Don't Sleep: Run-D.M.C.'s 10 Best Songs Post-1990

Run-D.M.C.'s status as one of the most iconic acts in the history of Hip-Hop is well-documented and undeniably cemented. But when most fans reference the legendary group's body of work, the focus tends to stay squarely on their classic 80s run. 

That is completely understandable; no one was bigger in the Reagan era than the groundbreaking trio from Hollis, Queens who stormed the charts with hits like "King of Rock" and "It's Tricky." But, although it was undeniably uneven, Run-D.M.C.'s 90s work merits a revisit. 

Throughout the 1990s and early 00s, Run-D.M.C. worked with a litany of fellow legends, from Jermaine Dupri to Naughty By Nature to the Bomb Squad and Jagged Edge. So here are ten songs from Run-D.M.C.'s latter years that any fan needs to add to their playlist. 

If you ain't got 'em already. 



No one is going to confuse 1990s Back From Hell for a lost classic; but the oft-maligned album has some bright spots. One of which is this party anthem, which features the rap vets getting raucous without the rock riffs that made them famous in the mid-80s. Same energy, different sound.



The Kings of Queens found themselves on the soundtrack to Beavis and Butt-Head Do America (released as a companion CD called The Beavis and Butt-Head Experience) and decided to deliver a quasi G-Funk slow-roller. It works a lot better than you may think it would, even if the intro drops you right back into Beavis-and-Butt-Head mania of the mid-90s. Do you need TP for your bunghole?


"Crown Royal"

Crown Royal may have had it's fair share of difficulties getting made (D.M.C.'s vocal problems; a period of creative disunity between he and Run; and a bevy of guest stars) but the album's best moments are truly inspired. The title track is a great example: it's a bombastic, operatic and the perfect final call for Run-D.M.C.'s discography.


"Ooooh Whatcha Gonna Do"

After the critical and commercial disappointment of Back From Hell, Run, Dee and Jam-Master Jay decided to go in a different direction three years later. Adopting a more explicitly hardcore image, the Down With the King album erased the bad taste of ...Hell with tracks like this street-focused banger.

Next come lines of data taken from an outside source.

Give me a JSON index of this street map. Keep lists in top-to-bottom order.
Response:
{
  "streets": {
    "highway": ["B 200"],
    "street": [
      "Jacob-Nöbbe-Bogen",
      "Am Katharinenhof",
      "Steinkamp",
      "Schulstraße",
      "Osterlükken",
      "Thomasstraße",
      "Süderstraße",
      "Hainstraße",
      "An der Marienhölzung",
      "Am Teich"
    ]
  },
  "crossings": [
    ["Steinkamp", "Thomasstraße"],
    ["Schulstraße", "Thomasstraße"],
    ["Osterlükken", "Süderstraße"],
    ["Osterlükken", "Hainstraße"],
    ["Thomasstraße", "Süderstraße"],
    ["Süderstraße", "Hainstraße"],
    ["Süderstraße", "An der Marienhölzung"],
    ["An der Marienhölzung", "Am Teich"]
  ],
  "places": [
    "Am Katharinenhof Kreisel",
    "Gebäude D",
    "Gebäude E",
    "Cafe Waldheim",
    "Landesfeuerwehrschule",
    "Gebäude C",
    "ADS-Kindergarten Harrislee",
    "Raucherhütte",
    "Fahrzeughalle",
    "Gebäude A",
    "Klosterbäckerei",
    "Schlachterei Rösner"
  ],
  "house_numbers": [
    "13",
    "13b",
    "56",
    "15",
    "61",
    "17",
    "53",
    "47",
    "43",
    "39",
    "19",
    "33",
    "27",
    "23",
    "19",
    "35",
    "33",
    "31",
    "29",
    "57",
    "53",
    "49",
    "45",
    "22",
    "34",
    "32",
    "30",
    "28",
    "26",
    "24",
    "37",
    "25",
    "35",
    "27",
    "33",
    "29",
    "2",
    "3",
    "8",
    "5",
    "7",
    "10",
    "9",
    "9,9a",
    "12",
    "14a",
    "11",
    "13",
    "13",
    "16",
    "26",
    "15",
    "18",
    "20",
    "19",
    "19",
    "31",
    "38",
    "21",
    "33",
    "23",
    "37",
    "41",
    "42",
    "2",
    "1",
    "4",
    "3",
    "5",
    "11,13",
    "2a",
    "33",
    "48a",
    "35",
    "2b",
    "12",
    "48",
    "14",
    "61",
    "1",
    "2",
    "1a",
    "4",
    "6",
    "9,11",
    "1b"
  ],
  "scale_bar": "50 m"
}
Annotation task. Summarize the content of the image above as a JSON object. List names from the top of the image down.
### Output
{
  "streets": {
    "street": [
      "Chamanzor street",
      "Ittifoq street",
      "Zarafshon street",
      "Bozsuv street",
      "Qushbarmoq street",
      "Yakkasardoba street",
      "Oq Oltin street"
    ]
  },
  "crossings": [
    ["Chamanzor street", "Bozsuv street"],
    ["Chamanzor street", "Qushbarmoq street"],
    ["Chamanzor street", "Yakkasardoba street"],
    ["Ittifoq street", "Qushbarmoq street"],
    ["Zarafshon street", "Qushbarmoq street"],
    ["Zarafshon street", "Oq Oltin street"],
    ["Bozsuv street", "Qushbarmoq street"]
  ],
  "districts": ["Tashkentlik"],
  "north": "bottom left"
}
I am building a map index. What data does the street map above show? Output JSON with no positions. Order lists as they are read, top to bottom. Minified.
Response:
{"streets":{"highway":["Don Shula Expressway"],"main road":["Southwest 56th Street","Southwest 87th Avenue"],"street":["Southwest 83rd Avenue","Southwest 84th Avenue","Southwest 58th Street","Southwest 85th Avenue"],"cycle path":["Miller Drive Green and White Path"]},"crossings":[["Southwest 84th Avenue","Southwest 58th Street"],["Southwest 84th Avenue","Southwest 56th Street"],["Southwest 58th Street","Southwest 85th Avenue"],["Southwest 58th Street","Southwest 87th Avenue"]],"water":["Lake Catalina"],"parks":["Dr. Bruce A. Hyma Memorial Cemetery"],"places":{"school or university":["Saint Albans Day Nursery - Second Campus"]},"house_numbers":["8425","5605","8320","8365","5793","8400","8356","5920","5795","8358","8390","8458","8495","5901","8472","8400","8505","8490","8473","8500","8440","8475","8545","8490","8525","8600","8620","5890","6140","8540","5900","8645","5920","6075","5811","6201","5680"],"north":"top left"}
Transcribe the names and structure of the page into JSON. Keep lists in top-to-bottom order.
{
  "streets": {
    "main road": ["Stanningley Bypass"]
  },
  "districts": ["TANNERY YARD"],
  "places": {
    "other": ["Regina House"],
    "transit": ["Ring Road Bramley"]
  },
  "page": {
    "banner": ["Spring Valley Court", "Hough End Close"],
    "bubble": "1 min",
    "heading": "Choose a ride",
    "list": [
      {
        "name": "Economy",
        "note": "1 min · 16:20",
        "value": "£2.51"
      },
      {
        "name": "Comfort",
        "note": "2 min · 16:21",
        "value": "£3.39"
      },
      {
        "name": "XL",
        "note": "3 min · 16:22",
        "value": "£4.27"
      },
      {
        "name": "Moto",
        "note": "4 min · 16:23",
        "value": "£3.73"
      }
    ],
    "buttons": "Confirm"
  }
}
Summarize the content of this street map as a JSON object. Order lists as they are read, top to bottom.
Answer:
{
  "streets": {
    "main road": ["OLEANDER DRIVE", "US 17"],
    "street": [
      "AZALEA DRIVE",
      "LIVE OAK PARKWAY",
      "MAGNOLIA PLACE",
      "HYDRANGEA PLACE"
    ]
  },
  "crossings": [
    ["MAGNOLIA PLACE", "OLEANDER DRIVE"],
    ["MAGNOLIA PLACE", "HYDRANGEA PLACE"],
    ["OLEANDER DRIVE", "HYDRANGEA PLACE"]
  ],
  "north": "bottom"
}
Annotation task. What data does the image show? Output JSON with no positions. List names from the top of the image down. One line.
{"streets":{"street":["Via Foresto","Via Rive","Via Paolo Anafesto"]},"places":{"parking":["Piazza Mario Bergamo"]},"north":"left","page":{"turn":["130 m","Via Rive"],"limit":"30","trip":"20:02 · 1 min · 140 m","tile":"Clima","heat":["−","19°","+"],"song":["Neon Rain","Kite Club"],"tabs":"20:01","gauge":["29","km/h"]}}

"It's Over" feat. Jermaine Dupri

Another highlight from Crown Royal, Jermaine Dupri's slick production deftly merges the classic thump of 80s Run-D.M.C. with Y2K gloss, as Run gets verbose over the beat and J.D. plays hypeman. Their combined energy pushes the song into the group's upper echelon of latter-day cuts.

"Hit 'Em Hard"

The legends collaborated with Naughty By Nature on this album cut from Down With the King and that Jersey's trio can be felt throughout the track. Kay Gee's piano-driven brand of hardcore production fit Run-D.M.C. so well, you kind of wish they'd done more together.


"What's It All About?"

One of Run-D.M.C.'s most explicitly topical songs (and thanks to Run-D.M.C.'s F-bomb laced outro, one of their most explicit, period), this rollicking track from Back From Hell is carried by an all-time great sample of "Fools' Gold" by the Stone Roses.


"Queens Day" feat. Nas, Prodigy

Queens is in the building! Nas and Prodigy drop by to help Run lay it down for the borough where it all began. It's a Queensbridge/Hollis collaboration that should get way more love. Everybody shines here.


"Let's Stay Together (Together Forever)" feat. Jagged Edge

Take a little smooth R&B, add a dash of "It's Like That," and you've got a beautifully sentimental ode to the group's legacy. This ballad didn't sound anything like what Run-D.M.C. was famous for, but it captures the group paying homage to its history and the bonds of three men who changed the world. After the senseless murder of Jam-Master Jay in 2002, it became a sort of elegy for a group that gave us so much.


"Down With the King"

Some songs are just undeniable. Run-D.M.C. got the proverbial shot in the arm their career needed when Pete Rock laced the legends with one of his best beats. Boasting a reverential guest appearance from Pete Rock and C.L. Smooth and bursting with religious references and bravado, it's the crown jewel of latter-day Run-D.M.C. and arguably their last bonafide classic single--not to mention the second biggest chart hit of their career.